Medium Data and Production API Pipeline
“[P]arsing huge json strings is difficult and inefficient.”1 If you have an API that needs to receive a large amount of json, sending that over will be slow.
Q: How can we improve that? A: Compression.
Background
An API is an application programming interface. APIs are how machines talk to other machines. APIs are useful because they are language agnostic meaning that the same API request from Python, or R, or JavaScript will work and return the same results. To send data to an API we use a POST request. The data that we send is usually required to be in json format.
Context
Problem: With large data API POST requests can become extremely slow and take up a lot of storage space. This can cause a bottleneck.
Solution: Compress your data and send a file instead of sending plain text json.
Standard approach
Interacting with an API from R is usually done with the {httr}
package. Imagine you want to send a dataframe to an API as json. We can do that by using the httr::POST()
, providing a dataframe to the body, and encoding it to json by setting encode = "json"
.
First let’s load our libraries:
library(httr) # interacts with apis
library(jsonlite) # works with json (for later)

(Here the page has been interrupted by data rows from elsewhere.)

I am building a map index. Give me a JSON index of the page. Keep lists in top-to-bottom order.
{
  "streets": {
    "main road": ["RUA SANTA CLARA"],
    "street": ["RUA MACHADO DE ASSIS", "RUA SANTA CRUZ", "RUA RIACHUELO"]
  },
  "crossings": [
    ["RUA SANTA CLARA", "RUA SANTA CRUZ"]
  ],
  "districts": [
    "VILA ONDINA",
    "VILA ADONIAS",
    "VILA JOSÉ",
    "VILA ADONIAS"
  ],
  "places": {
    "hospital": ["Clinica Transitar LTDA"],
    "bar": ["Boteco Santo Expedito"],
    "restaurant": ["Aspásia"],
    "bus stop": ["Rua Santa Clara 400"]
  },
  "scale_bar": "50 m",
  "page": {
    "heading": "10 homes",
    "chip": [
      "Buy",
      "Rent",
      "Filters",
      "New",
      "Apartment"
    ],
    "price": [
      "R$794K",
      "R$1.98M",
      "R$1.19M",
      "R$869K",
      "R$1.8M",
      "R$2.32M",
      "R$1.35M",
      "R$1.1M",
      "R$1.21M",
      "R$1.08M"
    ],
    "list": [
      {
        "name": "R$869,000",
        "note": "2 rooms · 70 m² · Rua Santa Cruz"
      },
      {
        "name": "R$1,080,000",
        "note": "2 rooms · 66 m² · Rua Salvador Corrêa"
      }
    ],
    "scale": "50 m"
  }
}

library(nycflights13) # data for posting
Next, let’s create a sample POST()
request to illustrate how posting a dataframe as json works.

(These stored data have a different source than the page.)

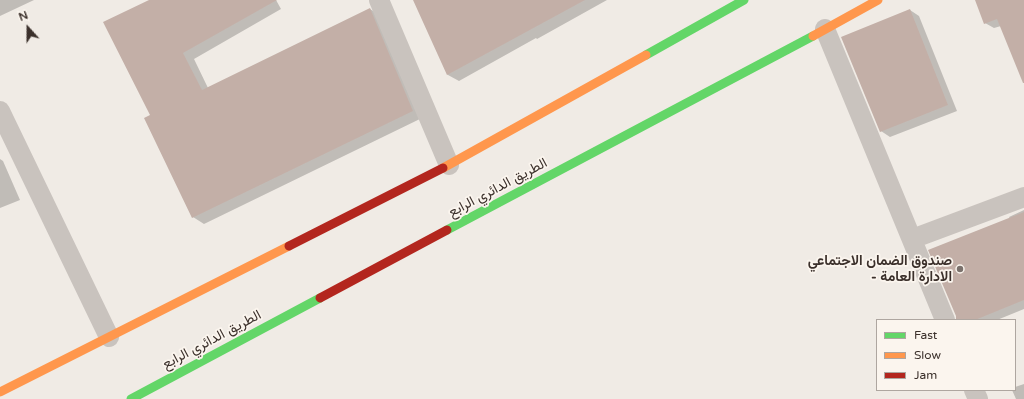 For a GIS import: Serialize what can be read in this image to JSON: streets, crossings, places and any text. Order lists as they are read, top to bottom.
{
  "streets": {
    "main road": ["الطريق الدائري الرابع"]
  },
  "places": ["صندوق الضمان الاجتماعي - الادارة العامة"],
  "legend": ["Fast", "Slow", "Jam"],
  "north": "top"
} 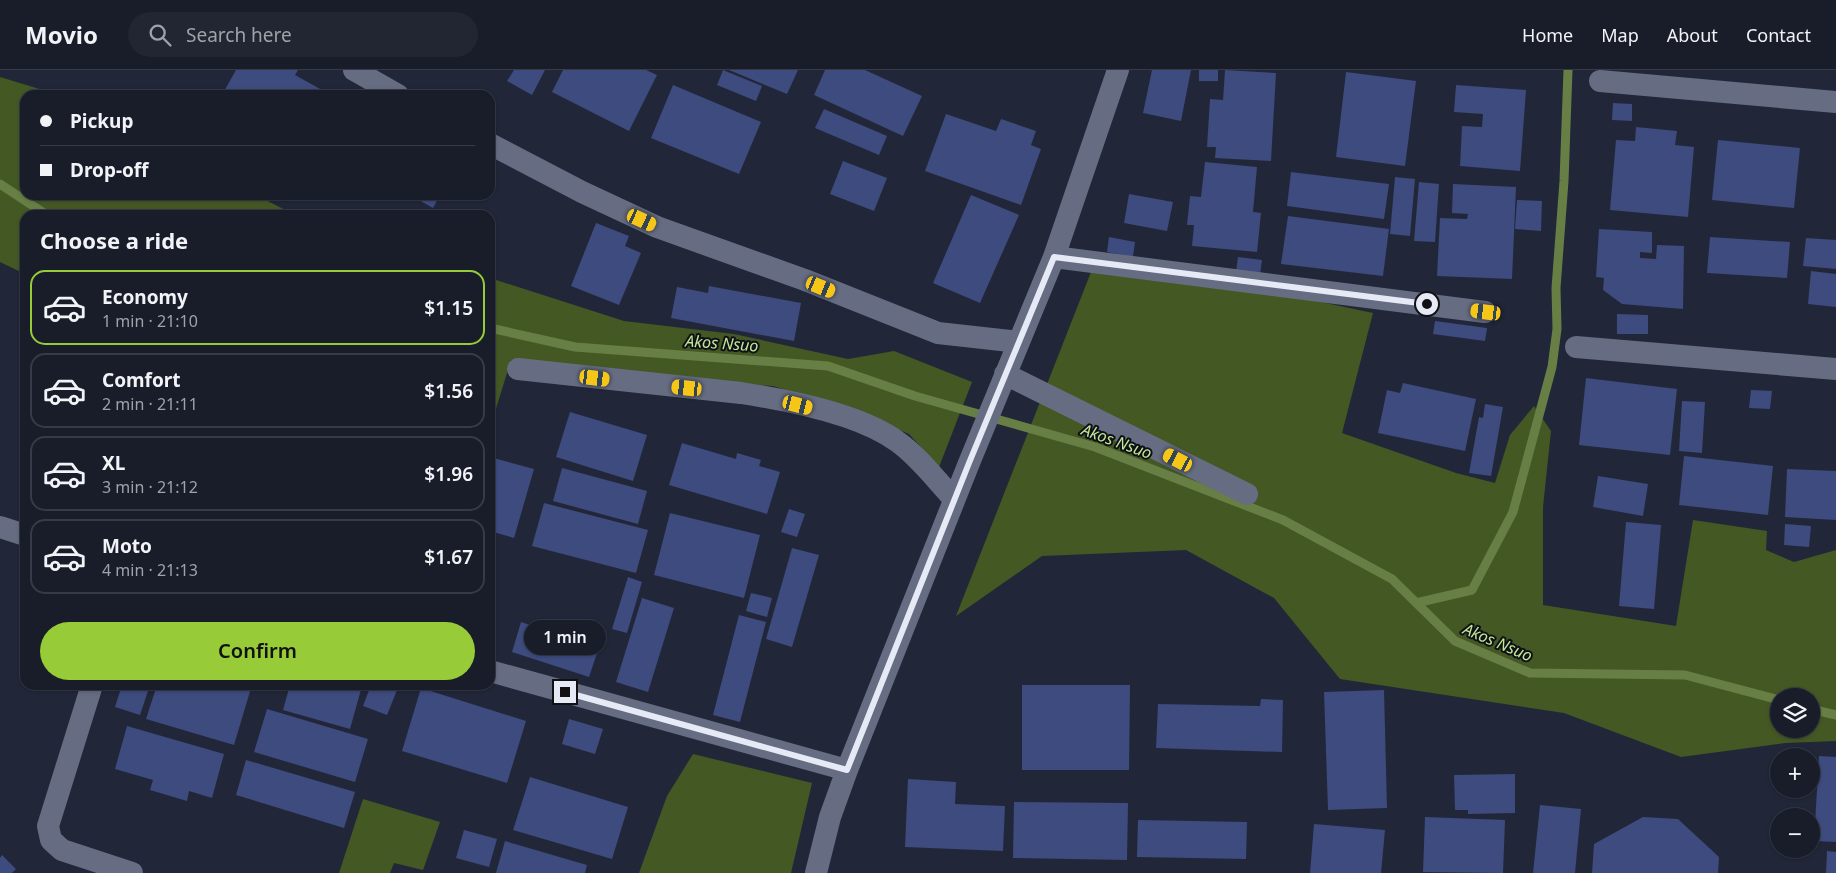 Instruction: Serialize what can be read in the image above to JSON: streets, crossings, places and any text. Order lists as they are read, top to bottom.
{
  "water": ["Akos Nsuo"],
  "page": {
    "header": "Movio",
    "search": "Search here",
    "nav": [
      "Home",
      "Map",
      "About",
      "Contact"
    ],
    "banner": ["Pickup", "Drop-off"],
    "heading": "Choose a ride",
    "list": [
      {
        "name": "Economy",
        "note": "1 min · 21:10",
        "value": "$1.15"
      },
      {
        "name": "Comfort",
        "note": "2 min · 21:11",
        "value": "$1.56"
      },
      {
        "name": "XL",
        "note": "3 min · 21:12",
        "value": "$1.96"
      },
      {
        "name": "Moto",
        "note": "4 min · 21:13",
        "value": "$1.67"
      }
    ],
    "buttons": "Confirm",
    "bubble": "1 min",
    "map_buttons": ["+", "−"]
  }
}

b_url <- "http://httpbin.org/post" # an easy to work with sample API POST endpoint
POST(url = b_url,
body = list(x = cars),
encode = "json")
## Response [http://httpbin.org/post]
## Date: 2020-09-05 23:53
## Status: 200
## Content-Type: application/json
## Size: 4.81 kB
## {
## "args": {},
## "data": "{\"x\":[{\"speed\":4,\"dist\":2},{\"speed\":4,\"dist\":10},{\"spee...
## "files": {},
## "form": {},
## "headers": {
## "Accept": "application/json, text/xml, application/xml, */*",
## "Accept-Encoding": "deflate, gzip",
## "Content-Length": "1150",
## "Content-Type": "application/json",
## ...
Alternative approach
An alternative approach would be to write our dataframe as json to a compressed gzip file. The process will be to:
- Create a temporary file which will store our compressed json.
- Create a gzip file connection to write the temporary file as a gzip.

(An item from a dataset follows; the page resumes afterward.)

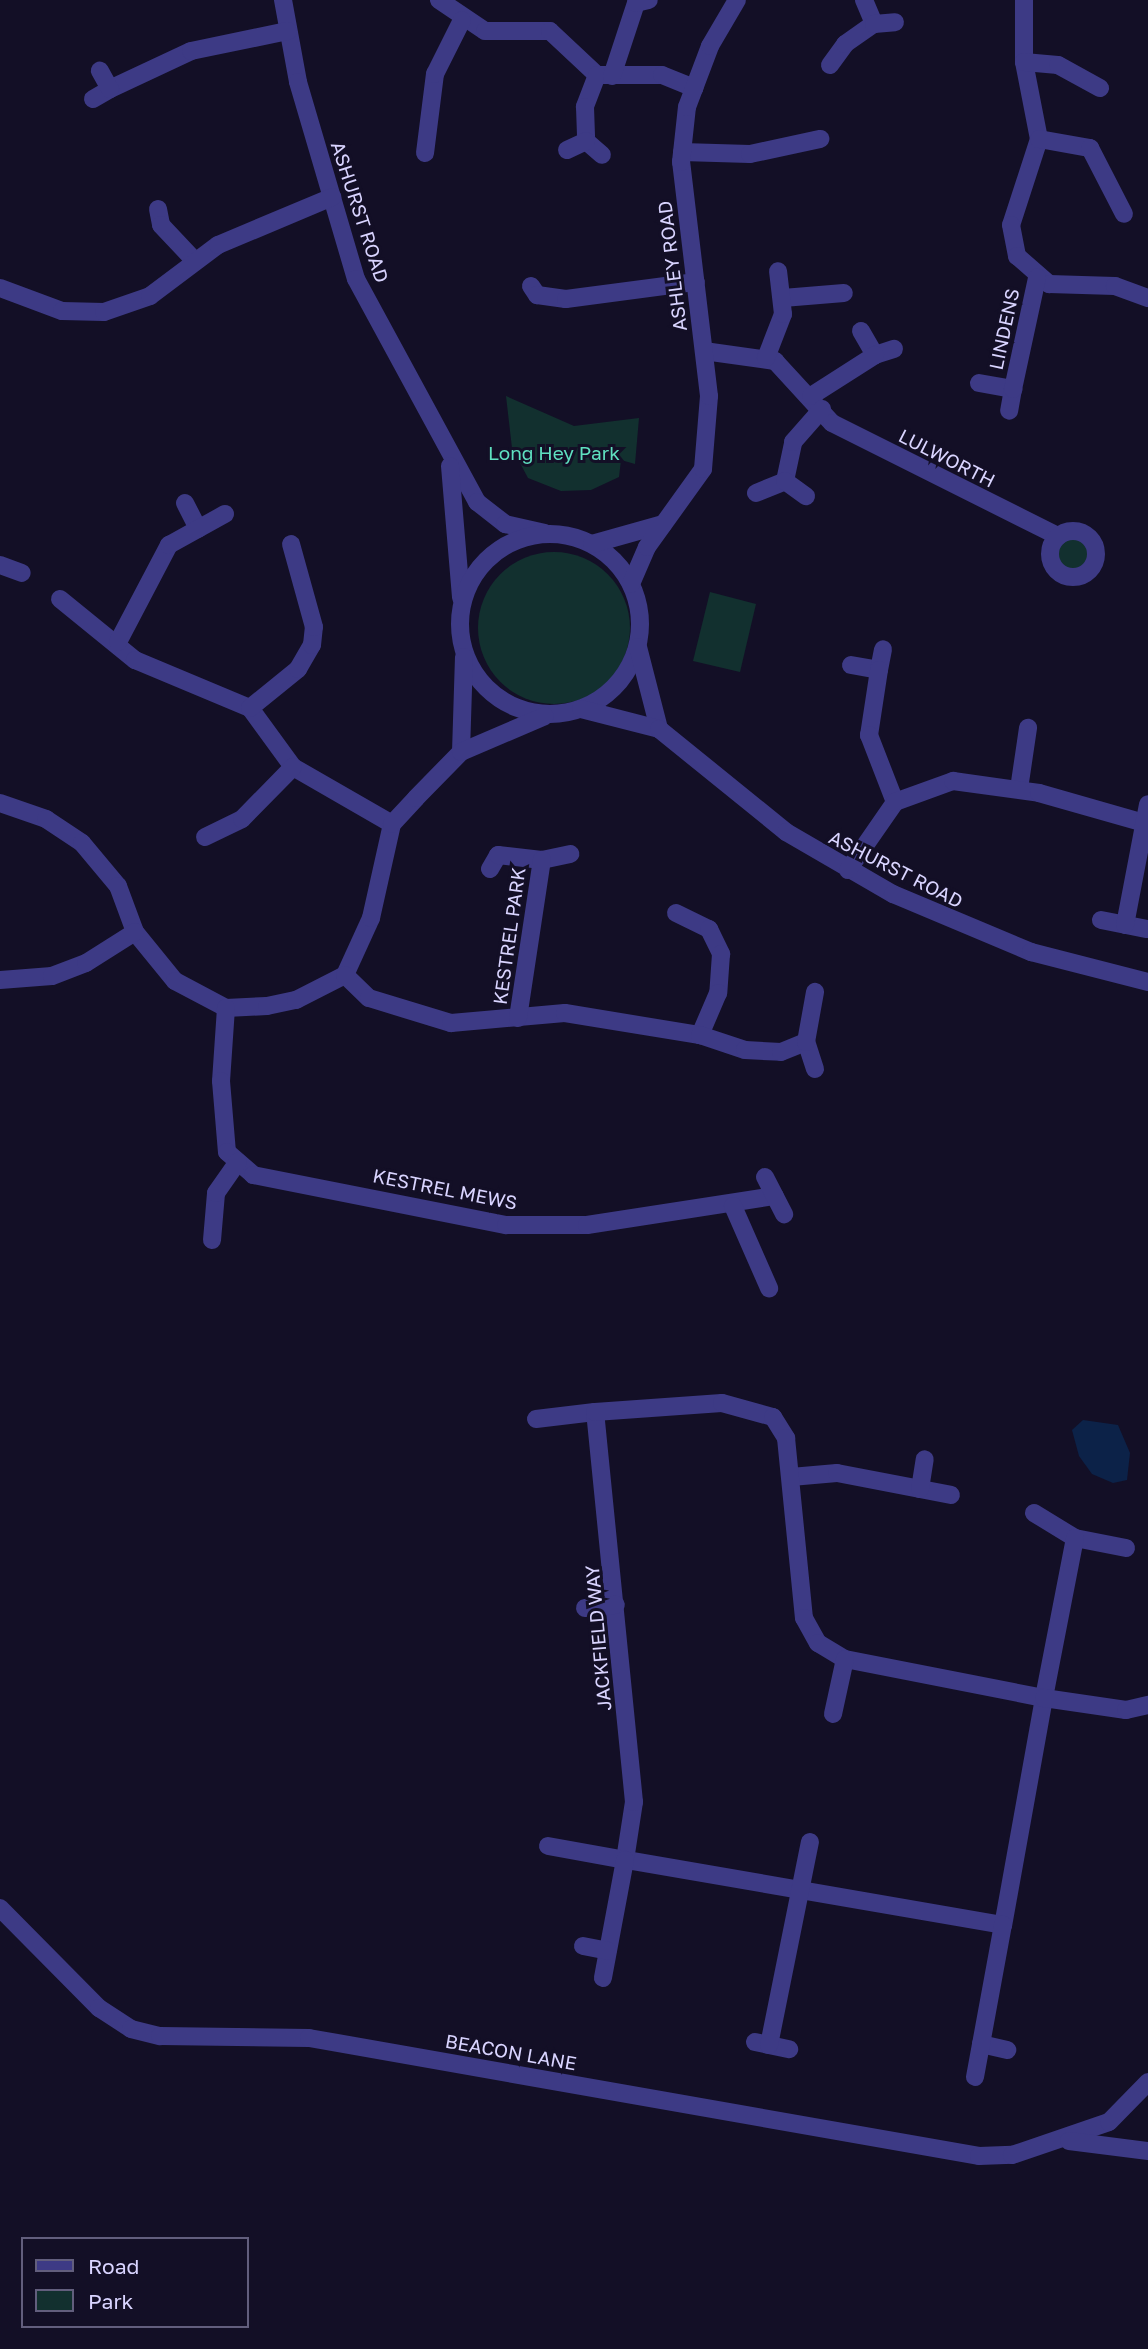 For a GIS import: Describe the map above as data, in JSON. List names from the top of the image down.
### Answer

- Upload the temporary file to the API.
- Remove the temporary file.
Writing to a temporary gzipped file looks like:
# create the tempfile
tmp <- tempfile()
# create a gzfile connection (to enable writing gz)
gz_tmp <- gzfile(tmp)
# write json to the gz file connection
write_json(cars, gz_tmp)
# close the gz file connection
close(gz_tmp)
Let’s read the temp file to see what it contains.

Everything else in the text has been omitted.